▸ **WHAT YOU ARE ASKED TO DO**
Write out all the data again, exactly as shown.

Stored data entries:
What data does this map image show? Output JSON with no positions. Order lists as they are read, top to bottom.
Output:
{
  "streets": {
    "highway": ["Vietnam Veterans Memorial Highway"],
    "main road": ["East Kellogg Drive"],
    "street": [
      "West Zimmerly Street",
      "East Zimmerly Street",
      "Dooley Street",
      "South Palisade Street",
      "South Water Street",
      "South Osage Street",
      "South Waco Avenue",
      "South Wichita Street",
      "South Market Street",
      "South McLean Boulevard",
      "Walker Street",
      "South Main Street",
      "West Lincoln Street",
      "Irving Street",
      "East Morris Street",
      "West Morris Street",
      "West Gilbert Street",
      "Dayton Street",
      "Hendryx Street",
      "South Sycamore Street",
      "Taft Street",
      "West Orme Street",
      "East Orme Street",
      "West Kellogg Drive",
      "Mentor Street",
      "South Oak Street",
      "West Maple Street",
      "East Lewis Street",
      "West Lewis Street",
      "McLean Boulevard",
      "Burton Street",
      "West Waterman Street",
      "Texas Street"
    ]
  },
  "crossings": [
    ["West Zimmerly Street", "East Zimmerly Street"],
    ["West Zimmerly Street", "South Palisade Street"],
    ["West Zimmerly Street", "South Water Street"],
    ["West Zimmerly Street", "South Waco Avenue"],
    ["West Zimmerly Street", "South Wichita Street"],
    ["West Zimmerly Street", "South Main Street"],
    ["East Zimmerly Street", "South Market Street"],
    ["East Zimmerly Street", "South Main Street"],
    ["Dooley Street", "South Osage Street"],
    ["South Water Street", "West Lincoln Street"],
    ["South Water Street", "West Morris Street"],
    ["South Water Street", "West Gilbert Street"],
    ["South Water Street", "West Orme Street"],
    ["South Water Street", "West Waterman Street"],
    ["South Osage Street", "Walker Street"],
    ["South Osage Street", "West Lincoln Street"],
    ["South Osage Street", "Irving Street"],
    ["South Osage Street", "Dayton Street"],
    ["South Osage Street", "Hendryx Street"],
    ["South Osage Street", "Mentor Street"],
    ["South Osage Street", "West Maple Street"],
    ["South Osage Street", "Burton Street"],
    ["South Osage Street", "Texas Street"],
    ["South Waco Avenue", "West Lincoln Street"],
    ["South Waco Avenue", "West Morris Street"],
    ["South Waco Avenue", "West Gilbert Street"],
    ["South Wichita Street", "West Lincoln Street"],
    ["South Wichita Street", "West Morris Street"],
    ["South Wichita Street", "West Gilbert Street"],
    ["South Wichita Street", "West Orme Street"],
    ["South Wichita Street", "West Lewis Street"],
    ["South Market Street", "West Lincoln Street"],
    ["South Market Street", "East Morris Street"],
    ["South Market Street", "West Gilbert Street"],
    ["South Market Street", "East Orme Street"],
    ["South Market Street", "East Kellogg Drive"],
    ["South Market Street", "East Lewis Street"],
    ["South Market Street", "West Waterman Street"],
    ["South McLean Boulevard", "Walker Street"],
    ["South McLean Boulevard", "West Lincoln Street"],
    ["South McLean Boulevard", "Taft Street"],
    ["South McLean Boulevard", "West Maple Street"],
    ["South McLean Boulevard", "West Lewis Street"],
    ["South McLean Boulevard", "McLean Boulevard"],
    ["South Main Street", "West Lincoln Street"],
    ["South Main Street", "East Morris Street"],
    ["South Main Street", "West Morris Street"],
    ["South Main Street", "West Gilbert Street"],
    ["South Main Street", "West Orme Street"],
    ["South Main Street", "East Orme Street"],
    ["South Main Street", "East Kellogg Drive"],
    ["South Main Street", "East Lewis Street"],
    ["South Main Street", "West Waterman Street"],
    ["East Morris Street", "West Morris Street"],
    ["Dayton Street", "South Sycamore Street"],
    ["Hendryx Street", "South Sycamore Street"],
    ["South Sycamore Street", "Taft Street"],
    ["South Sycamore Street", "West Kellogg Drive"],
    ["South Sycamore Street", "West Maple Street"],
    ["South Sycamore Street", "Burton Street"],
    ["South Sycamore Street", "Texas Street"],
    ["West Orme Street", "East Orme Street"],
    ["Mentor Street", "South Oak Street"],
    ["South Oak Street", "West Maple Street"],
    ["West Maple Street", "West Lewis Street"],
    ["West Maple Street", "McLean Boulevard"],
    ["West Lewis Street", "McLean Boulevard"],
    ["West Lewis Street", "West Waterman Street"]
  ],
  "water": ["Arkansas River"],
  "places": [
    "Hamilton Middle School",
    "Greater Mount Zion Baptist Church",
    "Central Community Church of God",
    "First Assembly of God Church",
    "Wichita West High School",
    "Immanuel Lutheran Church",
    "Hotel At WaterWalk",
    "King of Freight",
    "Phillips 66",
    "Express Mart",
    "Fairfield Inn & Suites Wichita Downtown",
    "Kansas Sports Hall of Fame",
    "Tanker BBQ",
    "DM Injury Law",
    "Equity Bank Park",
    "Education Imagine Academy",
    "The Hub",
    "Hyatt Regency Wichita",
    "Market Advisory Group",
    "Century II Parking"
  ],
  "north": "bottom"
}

▸ **ANSWER TO THIS PROBLEM**
What data does this map image show? Output JSON with no positions. Order lists as they are read, top to bottom.
Output:
{
  "streets": {
    "highway": ["Vietnam Veterans Memorial Highway"],
    "main road": ["East Kellogg Drive"],
    "street": [
      "West Zimmerly Street",
      "East Zimmerly Street",
      "Dooley Street",
      "South Palisade Street",
      "South Water Street",
      "South Osage Street",
      "South Waco Avenue",
      "South Wichita Street",
      "South Market Street",
      "South McLean Boulevard",
      "Walker Street",
      "South Main Street",
      "West Lincoln Street",
      "Irving Street",
      "East Morris Street",
      "West Morris Street",
      "West Gilbert Street",
      "Dayton Street",
      "Hendryx Street",
      "South Sycamore Street",
      "Taft Street",
      "West Orme Street",
      "East Orme Street",
      "West Kellogg Drive",
      "Mentor Street",
      "South Oak Street",
      "West Maple Street",
      "East Lewis Street",
      "West Lewis Street",
      "McLean Boulevard",
      "Burton Street",
      "West Waterman Street",
      "Texas Street"
    ]
  },
  "crossings": [
    ["West Zimmerly Street", "East Zimmerly Street"],
    ["West Zimmerly Street", "South Palisade Street"],
    ["West Zimmerly Street", "South Water Street"],
    ["West Zimmerly Street", "South Waco Avenue"],
    ["West Zimmerly Street", "South Wichita Street"],
    ["West Zimmerly Street", "South Main Street"],
    ["East Zimmerly Street", "South Market Street"],
    ["East Zimmerly Street", "South Main Street"],
    ["Dooley Street", "South Osage Street"],
    ["South Water Street", "West Lincoln Street"],
    ["South Water Street", "West Morris Street"],
    ["South Water Street", "West Gilbert Street"],
    ["South Water Street", "West Orme Street"],
    ["South Water Street", "West Waterman Street"],
    ["South Osage Street", "Walker Street"],
    ["South Osage Street", "West Lincoln Street"],
    ["South Osage Street", "Irving Street"],
    ["South Osage Street", "Dayton Street"],
    ["South Osage Street", "Hendryx Street"],
    ["South Osage Street", "Mentor Street"],
    ["South Osage Street", "West Maple Street"],
    ["South Osage Street", "Burton Street"],
    ["South Osage Street", "Texas Street"],
    ["South Waco Avenue", "West Lincoln Street"],
    ["South Waco Avenue", "West Morris Street"],
    ["South Waco Avenue", "West Gilbert Street"],
    ["South Wichita Street", "West Lincoln Street"],
    ["South Wichita Street", "West Morris Street"],
    ["South Wichita Street", "West Gilbert Street"],
    ["South Wichita Street", "West Orme Street"],
    ["South Wichita Street", "West Lewis Street"],
    ["South Market Street", "West Lincoln Street"],
    ["South Market Street", "East Morris Street"],
    ["South Market Street", "West Gilbert Street"],
    ["South Market Street", "East Orme Street"],
    ["South Market Street", "East Kellogg Drive"],
    ["South Market Street", "East Lewis Street"],
    ["South Market Street", "West Waterman Street"],
    ["South McLean Boulevard", "Walker Street"],
    ["South McLean Boulevard", "West Lincoln Street"],
    ["South McLean Boulevard", "Taft Street"],
    ["South McLean Boulevard", "West Maple Street"],
    ["South McLean Boulevard", "West Lewis Street"],
    ["South McLean Boulevard", "McLean Boulevard"],
    ["South Main Street", "West Lincoln Street"],
    ["South Main Street", "East Morris Street"],
    ["South Main Street", "West Morris Street"],
    ["South Main Street", "West Gilbert Street"],
    ["South Main Street", "West Orme Street"],
    ["South Main Street", "East Orme Street"],
    ["South Main Street", "East Kellogg Drive"],
    ["South Main Street", "East Lewis Street"],
    ["South Main Street", "West Waterman Street"],
    ["East Morris Street", "West Morris Street"],
    ["Dayton Street", "South Sycamore Street"],
    ["Hendryx Street", "South Sycamore Street"],
    ["South Sycamore Street", "Taft Street"],
    ["South Sycamore Street", "West Kellogg Drive"],
    ["South Sycamore Street", "West Maple Street"],
    ["South Sycamore Street", "Burton Street"],
    ["South Sycamore Street", "Texas Street"],
    ["West Orme Street", "East Orme Street"],
    ["Mentor Street", "South Oak Street"],
    ["South Oak Street", "West Maple Street"],
    ["West Maple Street", "West Lewis Street"],
    ["West Maple Street", "McLean Boulevard"],
    ["West Lewis Street", "McLean Boulevard"],
    ["West Lewis Street", "West Waterman Street"]
  ],
  "water": ["Arkansas River"],
  "places": [
    "Hamilton Middle School",
    "Greater Mount Zion Baptist Church",
    "Central Community Church of God",
    "First Assembly of God Church",
    "Wichita West High School",
    "Immanuel Lutheran Church",
    "Hotel At WaterWalk",
    "King of Freight",
    "Phillips 66",
    "Express Mart",
    "Fairfield Inn & Suites Wichita Downtown",
    "Kansas Sports Hall of Fame",
    "Tanker BBQ",
    "DM Injury Law",
    "Equity Bank Park",
    "Education Imagine Academy",
    "The Hub",
    "Hyatt Regency Wichita",
    "Market Advisory Group",
    "Century II Parking"
  ],
  "north": "bottom"
}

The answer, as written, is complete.